The Food and Drug Administration on Thursday approved a second home-use antiviral pill to treat COVID-19. Approval for the drug, called molnupiravir, came a day after the agency signed on to Pfizer’s antiviral COVID-19, called Paxlovid. Both drugs reduce the risk of hospitalization and death in people diagnosed with COVID-19 and at risk of a severe case of the disease.
Molnupiravir, made by pharmaceutical company Merck, is approved for people 18 years and older who are at high risk of becoming seriously ill if they contract the coronavirus. It’s a higher age limit than Paxlovid, which is cleared for people ages 12 and older because molnupiravir can affect bone and cartilage growth, the FDA said in a statement.

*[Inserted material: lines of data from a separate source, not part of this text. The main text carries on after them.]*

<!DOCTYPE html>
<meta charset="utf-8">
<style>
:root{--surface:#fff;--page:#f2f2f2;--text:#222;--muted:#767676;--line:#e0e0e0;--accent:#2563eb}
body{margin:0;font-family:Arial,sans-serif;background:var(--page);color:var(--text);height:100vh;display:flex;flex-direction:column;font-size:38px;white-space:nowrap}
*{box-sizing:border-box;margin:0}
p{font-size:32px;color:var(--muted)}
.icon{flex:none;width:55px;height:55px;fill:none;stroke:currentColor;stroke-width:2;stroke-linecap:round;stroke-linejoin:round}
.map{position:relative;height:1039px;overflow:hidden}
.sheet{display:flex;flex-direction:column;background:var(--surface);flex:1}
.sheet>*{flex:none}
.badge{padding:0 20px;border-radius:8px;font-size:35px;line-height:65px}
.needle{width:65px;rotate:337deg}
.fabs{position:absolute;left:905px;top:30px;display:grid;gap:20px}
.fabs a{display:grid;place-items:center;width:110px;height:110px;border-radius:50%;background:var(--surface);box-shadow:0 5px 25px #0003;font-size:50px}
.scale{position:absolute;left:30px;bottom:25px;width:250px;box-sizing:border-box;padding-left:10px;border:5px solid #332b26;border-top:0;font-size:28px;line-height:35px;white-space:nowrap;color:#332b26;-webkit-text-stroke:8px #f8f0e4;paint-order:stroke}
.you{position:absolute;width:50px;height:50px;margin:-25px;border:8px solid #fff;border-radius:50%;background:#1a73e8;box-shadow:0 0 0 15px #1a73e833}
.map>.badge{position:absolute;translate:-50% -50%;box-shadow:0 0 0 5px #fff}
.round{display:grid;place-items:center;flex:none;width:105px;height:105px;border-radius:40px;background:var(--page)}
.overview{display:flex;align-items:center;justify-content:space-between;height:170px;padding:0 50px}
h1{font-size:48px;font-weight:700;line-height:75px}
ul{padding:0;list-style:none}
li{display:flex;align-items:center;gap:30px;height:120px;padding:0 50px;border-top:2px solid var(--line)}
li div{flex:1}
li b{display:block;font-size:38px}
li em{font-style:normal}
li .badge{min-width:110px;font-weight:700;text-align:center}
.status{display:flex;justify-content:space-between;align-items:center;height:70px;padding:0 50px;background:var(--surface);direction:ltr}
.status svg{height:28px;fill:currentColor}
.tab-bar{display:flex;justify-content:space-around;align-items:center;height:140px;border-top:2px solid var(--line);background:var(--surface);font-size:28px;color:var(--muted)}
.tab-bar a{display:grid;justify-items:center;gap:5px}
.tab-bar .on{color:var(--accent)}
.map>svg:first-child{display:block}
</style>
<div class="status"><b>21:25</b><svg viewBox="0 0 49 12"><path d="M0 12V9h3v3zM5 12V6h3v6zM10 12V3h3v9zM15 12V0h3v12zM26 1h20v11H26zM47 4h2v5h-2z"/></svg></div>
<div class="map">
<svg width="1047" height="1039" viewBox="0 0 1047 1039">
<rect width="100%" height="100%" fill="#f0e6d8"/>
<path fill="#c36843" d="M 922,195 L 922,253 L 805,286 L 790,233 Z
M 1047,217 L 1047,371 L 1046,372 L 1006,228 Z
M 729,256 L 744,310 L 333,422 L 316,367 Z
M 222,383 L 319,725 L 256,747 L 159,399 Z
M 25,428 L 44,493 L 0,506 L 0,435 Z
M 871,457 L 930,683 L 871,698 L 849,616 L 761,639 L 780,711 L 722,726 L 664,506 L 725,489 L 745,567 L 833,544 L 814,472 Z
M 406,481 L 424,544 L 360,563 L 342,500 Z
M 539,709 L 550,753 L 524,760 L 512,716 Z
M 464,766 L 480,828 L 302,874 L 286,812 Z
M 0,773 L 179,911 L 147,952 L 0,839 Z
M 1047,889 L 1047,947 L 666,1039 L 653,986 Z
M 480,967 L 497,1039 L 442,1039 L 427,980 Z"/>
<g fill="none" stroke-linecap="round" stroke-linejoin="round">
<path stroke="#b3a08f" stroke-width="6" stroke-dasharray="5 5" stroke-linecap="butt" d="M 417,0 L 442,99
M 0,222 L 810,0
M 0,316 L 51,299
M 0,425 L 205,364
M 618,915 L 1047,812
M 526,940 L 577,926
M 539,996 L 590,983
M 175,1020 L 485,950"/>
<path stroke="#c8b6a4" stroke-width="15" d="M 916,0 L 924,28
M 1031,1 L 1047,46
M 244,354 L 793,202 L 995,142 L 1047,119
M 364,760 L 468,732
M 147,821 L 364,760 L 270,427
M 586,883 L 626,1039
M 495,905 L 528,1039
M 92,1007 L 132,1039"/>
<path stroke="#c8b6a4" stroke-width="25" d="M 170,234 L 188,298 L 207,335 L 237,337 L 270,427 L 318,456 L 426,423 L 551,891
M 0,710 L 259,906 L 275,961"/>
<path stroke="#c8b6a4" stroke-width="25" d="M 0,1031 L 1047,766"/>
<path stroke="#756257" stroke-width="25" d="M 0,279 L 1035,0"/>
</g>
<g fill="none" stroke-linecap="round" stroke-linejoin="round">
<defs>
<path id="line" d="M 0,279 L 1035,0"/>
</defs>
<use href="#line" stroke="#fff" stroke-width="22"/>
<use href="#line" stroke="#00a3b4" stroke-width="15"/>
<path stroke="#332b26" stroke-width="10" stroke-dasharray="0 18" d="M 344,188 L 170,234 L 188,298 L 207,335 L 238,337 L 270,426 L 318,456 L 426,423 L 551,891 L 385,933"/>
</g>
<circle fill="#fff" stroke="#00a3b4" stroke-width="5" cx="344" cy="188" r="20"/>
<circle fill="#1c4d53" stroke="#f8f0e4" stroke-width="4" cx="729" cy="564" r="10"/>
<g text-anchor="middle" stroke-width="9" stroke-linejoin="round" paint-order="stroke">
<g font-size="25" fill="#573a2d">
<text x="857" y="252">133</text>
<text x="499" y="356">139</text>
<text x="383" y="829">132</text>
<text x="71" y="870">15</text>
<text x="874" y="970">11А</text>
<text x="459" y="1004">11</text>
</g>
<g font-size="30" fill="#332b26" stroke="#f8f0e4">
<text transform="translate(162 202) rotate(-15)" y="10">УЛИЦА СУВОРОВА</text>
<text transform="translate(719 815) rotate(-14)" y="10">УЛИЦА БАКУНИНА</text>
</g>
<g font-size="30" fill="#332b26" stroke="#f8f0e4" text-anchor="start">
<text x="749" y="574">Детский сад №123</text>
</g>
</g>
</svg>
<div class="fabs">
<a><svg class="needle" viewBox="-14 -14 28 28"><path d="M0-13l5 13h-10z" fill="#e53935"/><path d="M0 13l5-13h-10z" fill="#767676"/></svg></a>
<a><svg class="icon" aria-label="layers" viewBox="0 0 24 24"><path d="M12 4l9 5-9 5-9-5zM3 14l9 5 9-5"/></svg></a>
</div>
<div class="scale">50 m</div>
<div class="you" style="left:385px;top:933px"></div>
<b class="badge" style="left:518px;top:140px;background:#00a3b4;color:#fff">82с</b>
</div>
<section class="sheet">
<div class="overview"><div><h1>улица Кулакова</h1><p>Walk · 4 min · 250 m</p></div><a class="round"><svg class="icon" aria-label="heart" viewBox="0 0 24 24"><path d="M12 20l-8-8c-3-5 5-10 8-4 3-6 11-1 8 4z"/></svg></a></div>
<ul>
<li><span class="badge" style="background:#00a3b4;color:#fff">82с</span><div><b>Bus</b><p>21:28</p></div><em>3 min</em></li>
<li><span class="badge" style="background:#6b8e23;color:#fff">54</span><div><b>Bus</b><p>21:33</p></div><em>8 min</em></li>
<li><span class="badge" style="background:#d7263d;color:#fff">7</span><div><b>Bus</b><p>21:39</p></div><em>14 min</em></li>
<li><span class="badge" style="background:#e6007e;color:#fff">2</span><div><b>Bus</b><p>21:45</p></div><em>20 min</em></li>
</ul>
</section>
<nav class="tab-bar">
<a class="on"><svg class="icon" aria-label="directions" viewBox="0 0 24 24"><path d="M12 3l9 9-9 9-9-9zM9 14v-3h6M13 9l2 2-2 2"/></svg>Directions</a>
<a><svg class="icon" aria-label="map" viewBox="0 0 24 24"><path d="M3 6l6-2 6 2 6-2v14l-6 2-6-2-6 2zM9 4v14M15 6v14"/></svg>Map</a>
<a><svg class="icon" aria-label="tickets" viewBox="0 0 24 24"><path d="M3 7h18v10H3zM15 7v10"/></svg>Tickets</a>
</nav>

Like Paxlovid, patients must start taking Merck’s drug within a few days of developing symptoms for it to be most effective. That can be difficult in the United States, where testing to confirm someone has COVID-19 is often slow and limited — especially during peaks in cases when treatments are most needed.
In a clinical study, molnupiravir initially appeared to reduce the risk of hospitalization and death by about half. However, additional evaluation found it to be only about 30 percent effective. That’s much less effective than Paxlovid, which reduced hospitalizations and deaths for high-risk groups by 89 percent in a clinical trial.
Despite the lower efficacy, the US may be dependent on molnupiravir for the foreseeable future — the Biden administration expects to have 3 million courses of the Merck drug available by the end of January, but only 265,000 courses of Paxlovid. The federal government began allocating Paxlovid courses to states after its approval yesterday.